Available on DVD, Blu-Ray and EST 11th April 2011
Somewhere in the online morass, Rubber has been described as Roger Corman meets David Lynch. Is such a bizarre marriage possible? It certainly is if you accept the idea that, in his 50s and 60s golden era, Corman was producing classic Americana, whereas Lynch lifts Americana like a child lifts a rock, to see what nasty things are lurking beneath.
Likewise, Rubber peers at the very nature of movies and our ability to accept, for the purposes of an easy 90 minutes of entertainment, some pretty wayward propositions. In Rubber, this question is explicit. Indeed, a character breaks the fourth wall almost immediately to question the audience on their habit of letting movies wash over their eyes without first switching their brains on. The audience within the movie itself, watching the action from a hillside with binoculars and offering a running commentary like a Greek chorus, keep this idea of cinema as artifice at the forefront of the viewers mind throughout.
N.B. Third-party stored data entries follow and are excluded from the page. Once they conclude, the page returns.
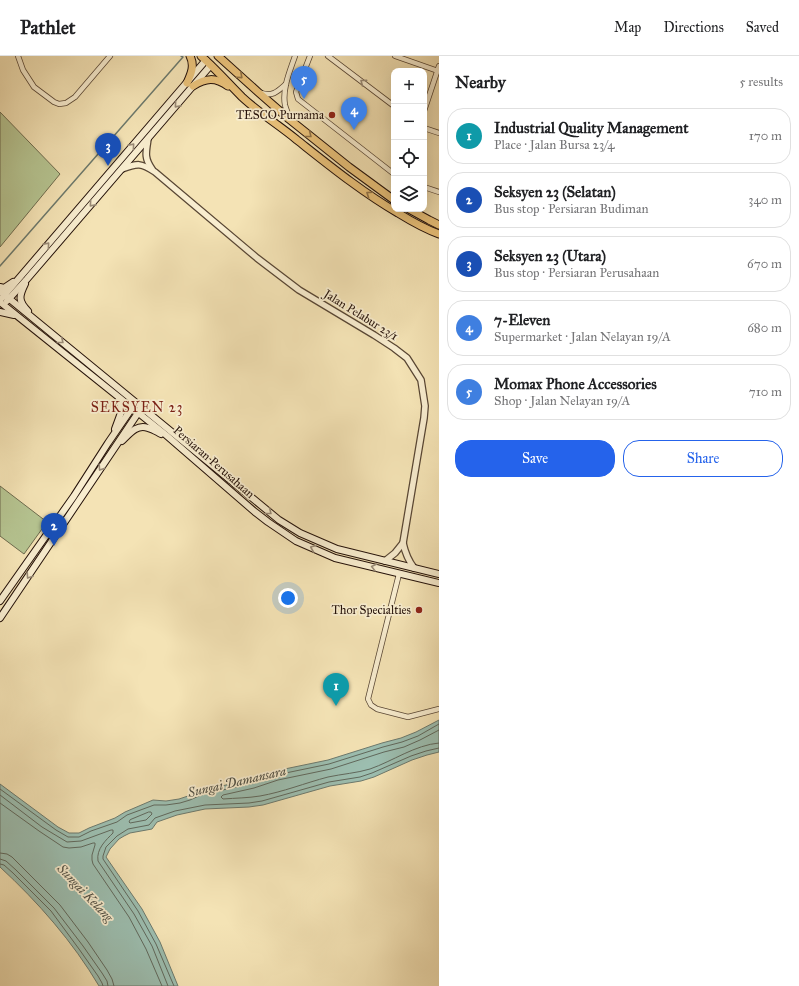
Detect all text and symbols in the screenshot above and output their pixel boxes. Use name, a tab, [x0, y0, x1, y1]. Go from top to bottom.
text: Pathlet	[20, 16, 76, 39]
text: Map	[614, 19, 641, 36]
text: Directions	[663, 19, 724, 36]
text: Saved	[746, 19, 779, 36]
pin: 5	[291, 66, 317, 99]
map controls	[391, 68, 427, 212]
button: +	[391, 68, 427, 104]
one-way arrow	[236, 72, 243, 79]
text: Nearby	[455, 72, 506, 93]
text: 5 results	[739, 74, 783, 90]
one-way arrow	[360, 79, 367, 87]
pin: 4	[341, 97, 367, 130]
one-way arrow	[174, 100, 182, 108]
button: −	[391, 104, 427, 140]
place label: TESCO Purnama	[236, 108, 325, 122]
marker: TESCO Purnama	[327, 110, 337, 120]
text: Industrial Quality Management	[494, 119, 688, 137]
text: 1	[466, 128, 472, 144]
text: 170 m	[749, 128, 782, 144]
one-way arrow	[304, 130, 312, 137]
pin: 3	[95, 133, 121, 166]
text: Place · Jalan Bursa 23/4	[494, 137, 615, 153]
button: locate	[391, 140, 427, 176]
one-way arrow	[127, 144, 134, 151]
button: layers	[391, 176, 427, 212]
text: Seksyen 23 (Selatan)	[494, 183, 616, 201]
one-way arrow	[366, 192, 373, 199]
text: 2	[466, 192, 472, 208]
text: 340 m	[748, 192, 782, 208]
one-way arrow	[90, 199, 97, 206]
text: Bus stop · Persiaran Budiman	[494, 201, 648, 217]
one-way arrow	[43, 242, 50, 249]
text: Seksyen 23 (Utara)	[494, 247, 606, 265]
text: 3	[466, 256, 472, 272]
text: 670 m	[747, 256, 782, 272]
text: Bus stop · Persiaran Perusahaan	[494, 265, 659, 281]
street label: Jalan Pelabur 23/1	[319, 286, 401, 344]
text: 7-Eleven	[494, 311, 550, 329]
text: 4	[465, 320, 473, 336]
text: 680 m	[747, 320, 782, 336]
text: Supermarket · Jalan Nelayan 19/A	[494, 329, 671, 345]
one-way arrow	[56, 336, 63, 343]
text: Momax Phone Accessories	[494, 375, 657, 393]
text: 5	[466, 384, 472, 400]
text: 710 m	[749, 384, 782, 400]
text: Shop · Jalan Nelayan 19/A	[494, 393, 630, 409]
district label: SEKSYEN 23	[91, 399, 183, 416]
street label: Persiaran Perusahaan	[171, 423, 258, 501]
button: Save	[455, 440, 615, 477]
button: Share	[623, 440, 783, 477]
one-way arrow	[98, 464, 106, 471]
one-way arrow	[265, 507, 272, 514]
pin: 2	[41, 513, 67, 546]
one-way arrow	[309, 545, 317, 553]
one-way arrow	[371, 564, 377, 572]
one-way arrow	[26, 572, 33, 579]
your location	[278, 588, 298, 608]
place label: Thor Specialties	[332, 603, 411, 617]
marker: Thor Specialties	[414, 605, 424, 615]
pin: 1	[323, 673, 349, 706]
water label: Sungai Damansara	[185, 763, 288, 801]
water label: Sungai Kelang	[53, 860, 117, 926]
So much mainstream cinema these days is chewing gum, designed to keep the eyes moving without offering any real satisfaction. We are asked to accept the ludicrious, superhuman carnage of action movies, the weird linear never-changing narratives of romantic comedies – in which the gay best friend always spots a narcisistically exact copy of himself across the wedding reception dance floor before the titles roll – and the sometimes brain melting illogic of most horror movies without a second thought, so well adjusted are we to the familiar plot devices and story arcs of Hollywood.
Rubber examines all this by offering the world a character whose very existence forces the viewer to make a leap into the surreal and thus question all films in the same way. When your protagonist is an animated rubber tyre with an unexplained grudge against the world and the psychic ability to literally blow minds, it becomes impossible to lose yourself in the film in the same way you might with a more ‘realistic’ drama. That’s not to say that this isn’t a movie that engages, because it is, it just engages you a totally different way and turns corners when your not expecting it to.
The car crash mix of surreal cinema and exploitation style works, creating a film that defies easy classification.